À Addis‑Abeba, en février 2026, lors du 39ᵉ sommet de l’Union africaine, le Secrétaire général de l’ONU, António Guterres, a mis en lumière le rôle stratégique de l’Afrique pour la défense du multilatéralisme. Il a souligné que le continent devait être un acteur central dans la gouvernance mondiale, influençant la paix, le développement économique et la justice internationale.
À Addis‑Abeba, en Éthiopie, le 39ᵉ sommet de l’Union africaine s’est tenu 14 et 15 février 2026, portant sur le thème de l’eau et de l’assainissement, des ressources essentielles pour les populations et le développement économique du continent. Mahamoud Ali Youssouf, président de la Commission de l’UA, a attiré l’attention sur la fragilité politique de plusieurs pays africains, les conflits persistants et les ingérences extérieures. Il a également insisté sur la nécessité pour l’Afrique de renforcer ses programmes d’intégration politique et économique et de consolider ses institutions panafricaines afin d’assurer stabilité, cohésion et prospérité à long terme pour l’Afrique et le monde.
« Excellences, mesdames et messieurs, ce 39e sommet de l’Union africaine aura pour thème l’eau et l’assainissement, une denrée vitale pour nos populations et les économies, un bien collectif qui doit être une source de paix, de rapprochement entre les nations. Notre sommet se tient dans un contexte géopolitique en crise, aussi bien sur le continent qu’à travers le monde. Faire taire les armes sur notre continent peine à aboutir. »
Mahamoud Ali Youssouf, Président de la Commission de l’UA – Djibouti
En réponse à ces défis, António Guterres, Secrétaire général de l’ONU, a salué le rôle central de l’Afrique dans la défense du multilatéralisme. Il a rappelé que la solidarité africaine a renforcé l’action de l’ONU, en développant un partenariat fondé sur le respect, le dialogue constant et la solidarité, notamment à travers des cadres conjoints sur la paix, la sécurité, les droits humains, le développement durable et la réponse à la COVID‑19.
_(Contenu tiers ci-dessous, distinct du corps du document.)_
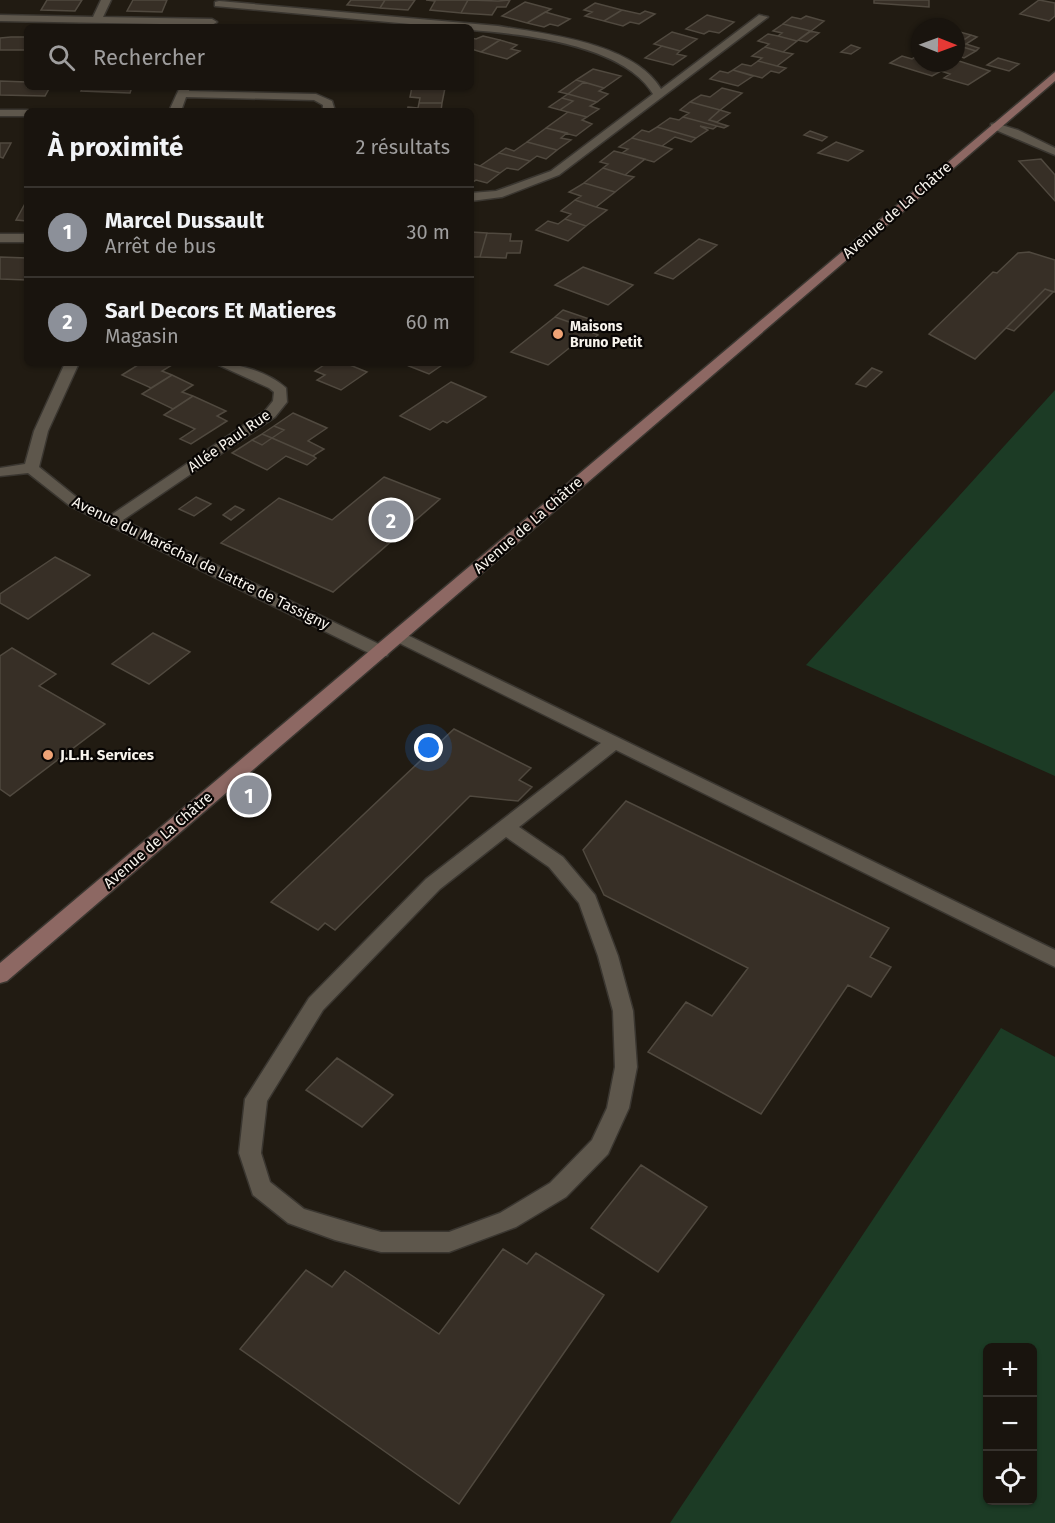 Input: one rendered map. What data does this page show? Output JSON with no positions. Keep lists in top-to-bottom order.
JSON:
{
  "streets": {
    "main road": ["Avenue de La Châtre"],
    "street": ["Allée Paul Rue", "Avenue du Maréchal de Lattre de Tassigny"]
  },
  "crossings": [
    ["Avenue de La Châtre", "Avenue du Maréchal de Lattre de Tassigny"],
    ["Allée Paul Rue", "Avenue du Maréchal de Lattre de Tassigny"]
  ],
  "places": ["Maisons Bruno Petit", "J.L.H. Services"],
  "north": "right",
  "page": {
    "search": "Rechercher",
    "heading": ["À proximité", "2 résultats"],
    "list": [
      {
        "mark": "1",
        "name": "Marcel Dussault",
        "note": "Arrêt de bus",
        "value": "30 m"
      },
      {
        "mark": "2",
        "name": "Sarl Decors Et Matieres",
        "note": "Magasin",
        "value": "60 m"
      }
    ],
    "pins": ["2", "1"],
    "map_buttons": ["+", "−"]
  }
}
Dans un monde marqué par la division et la méfiance, l’Union africaine est un phare du multilatéralisme. Ma gratitude est profonde. Je porterai toujours avec moi le soutien ferme et déterminant du groupe africain à l’ONU, question après question, initiative après initiative, dans la lutte commune pour la justice et l’égalité.
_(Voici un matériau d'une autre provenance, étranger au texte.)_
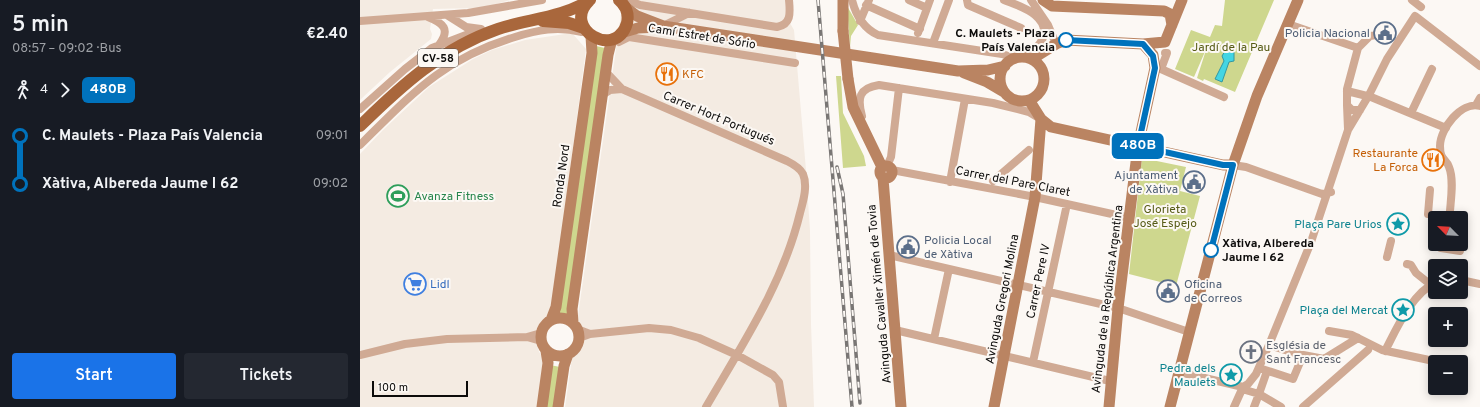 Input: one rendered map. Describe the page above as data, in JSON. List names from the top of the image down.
{
  "streets": {
    "main road": ["CV-58"],
    "street": [
      "Camí Estret de Sório",
      "Carrer Hort Portugués",
      "Ronda Nord",
      "Carrer del Pare Claret",
      "Carrer Pere IV",
      "Avinguda Cavaller Ximén de Tovia",
      "Avinguda Gregori Molina",
      "Avinguda de la República Argentina"
    ]
  },
  "crossings": [
    ["CV-58", "Ronda Nord"],
    ["Carrer del Pare Claret", "Carrer Pere IV"],
    ["Carrer del Pare Claret", "Avinguda Cavaller Ximén de Tovia"],
    ["Carrer del Pare Claret", "Avinguda Gregori Molina"],
    ["Carrer del Pare Claret", "Avinguda de la República Argentina"]
  ],
  "parks": ["Jardí de la Pau", "Glorieta José Espejo"],
  "places": {
    "public building": [
      "Policia Nacional",
      "Ajuntament de Xàtiva",
      "Policia Local de Xàtiva",
      "Oficina de Correos"
    ],
    "other": ["C. Maulets - Plaza País Valencia", "Xàtiva, Albereda Jaume I 62"],
    "restaurant": ["KFC", "Restaurante La Forca"],
    "sports": ["Avanza Fitness"],
    "place": ["Plaça Pare Urios", "Plaça del Mercat", "Pedra dels Maulets"],
    "supermarket": ["Lidl"],
    "church": ["Església de Sant Francesc"]
  },
  "lines": ["bus line 480B"],
  "scale_bar": "100 m",
  "north": "top left",
  "page": {
    "heading": ["5 min", "08:57 – 09:02 · Bus", "€2.40"],
    "on_map": "480B",
    "legs": ["4", "480B"],
    "list": [
      {
        "name": "C. Maulets - Plaza País Valencia",
        "value": "09:01"
      },
      {
        "name": "Xàtiva, Albereda Jaume I 62",
        "value": "09:02"
      }
    ],
    "map_buttons": ["+", "−"],
    "buttons": ["Start", "Tickets"],
    "scale": "100 m"
  }
} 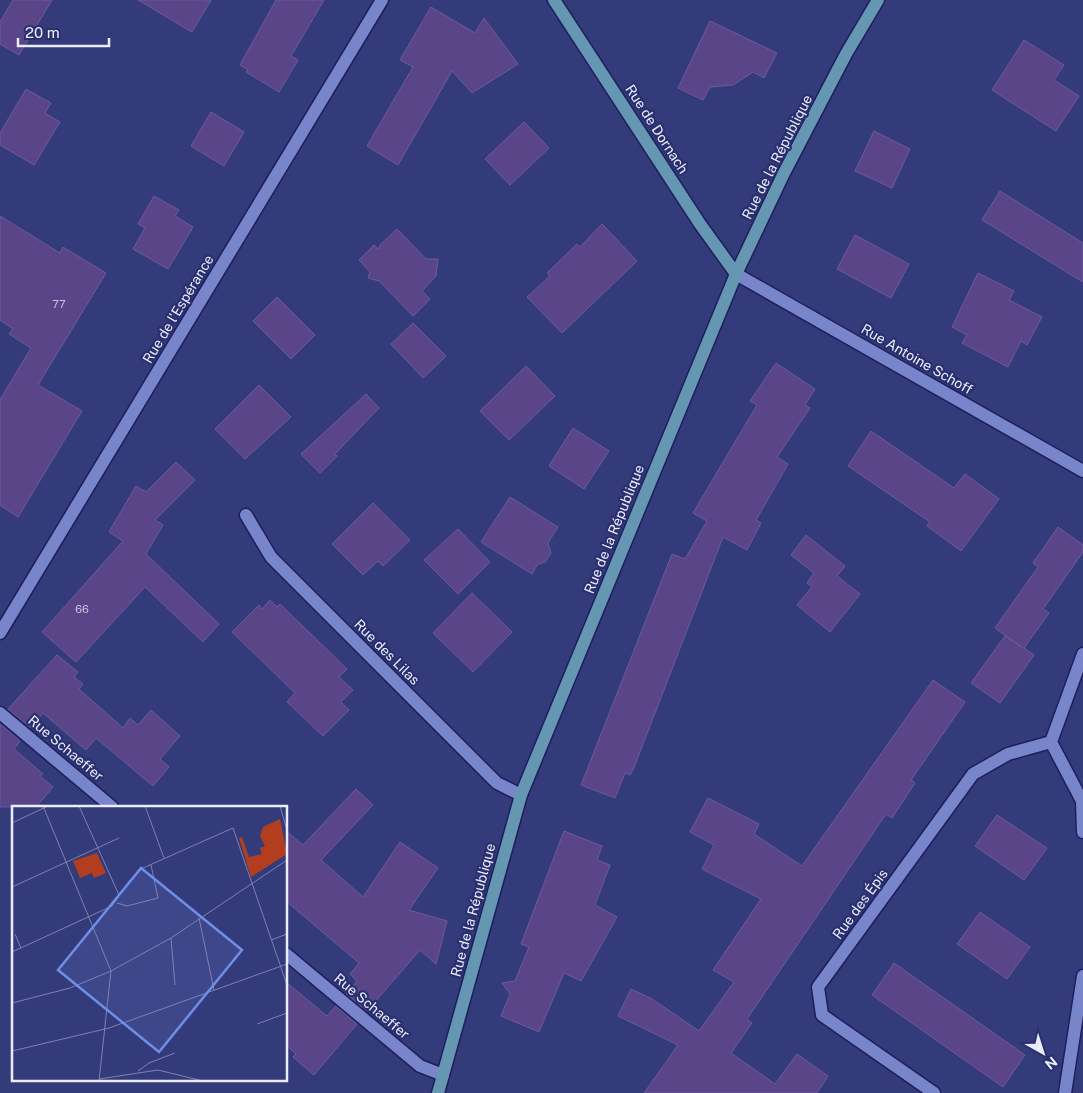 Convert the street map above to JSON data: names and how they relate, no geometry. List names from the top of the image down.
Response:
{
  "streets": {
    "main road": ["Rue de Dornach", "Rue de la République"],
    "street": [
      "Rue de l'Espérance",
      "Rue Antoine Schoff",
      "Rue des Lilas",
      "Rue Schaeffer",
      "Rue des Épis"
    ]
  },
  "crossings": [
    ["Rue de Dornach", "Rue de la République"],
    ["Rue de Dornach", "Rue Antoine Schoff"],
    ["Rue de la République", "Rue Antoine Schoff"],
    ["Rue de la République", "Rue des Lilas"],
    ["Rue de la République", "Rue Schaeffer"]
  ],
  "house_numbers": ["77", "66"],
  "scale_bar": "20 m",
  "north": "bottom right"
}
António Guterres, Secrétaire général de l’ONU – Portugal
António Guterres a insisté sur la nécessité pour l’Afrique d’avoir une voix pleine et entière au niveau mondial. Il a identifié trois priorités : la paix, avec la cessation immédiate des hostilités dans les zones de crise comme le Soudan, le Sud‑Soudan, la RDC, la Libye, le Sahel et la Somalie ; l’action économique, incluant la réforme de l’architecture financière internationale, la mobilisation de financements privés et le soutien aux pays africains endettés ; et l’action climatique, mettant en avant le potentiel solaire du continent, l’adaptation au changement climatique, une transition énergétique équitable et une gestion responsable des ressources naturelles.
L’absence de sièges africains permanents au Conseil de sécurité est indéfendable. Nous sommes en 2026, pas en 1946. Quelles que soient les décisions concernant l’Afrique et le monde, l’Afrique doit être à la table.
António Guterres, Secrétaire général de l’ONU – Portugal
Le 39ᵉ sommet d’Addis‑Abeba a montré que l’Afrique est un acteur stratégique incontournable pour le multilatéralisme. Les discours de Mahamoud Ali Youssouf et António Guterres rappellent que le continent doit jouer un rôle central dans la gouvernance mondiale, promouvoir la paix, le développement durable et la justice économique et climatique. L’objectif est de garantir une Afrique forte, autonome et pleinement représentée à la table des décisions internationales, consolidant ainsi un partenariat durable entre l’Union africaine et l’ONU pour le XXIᵉ siècle.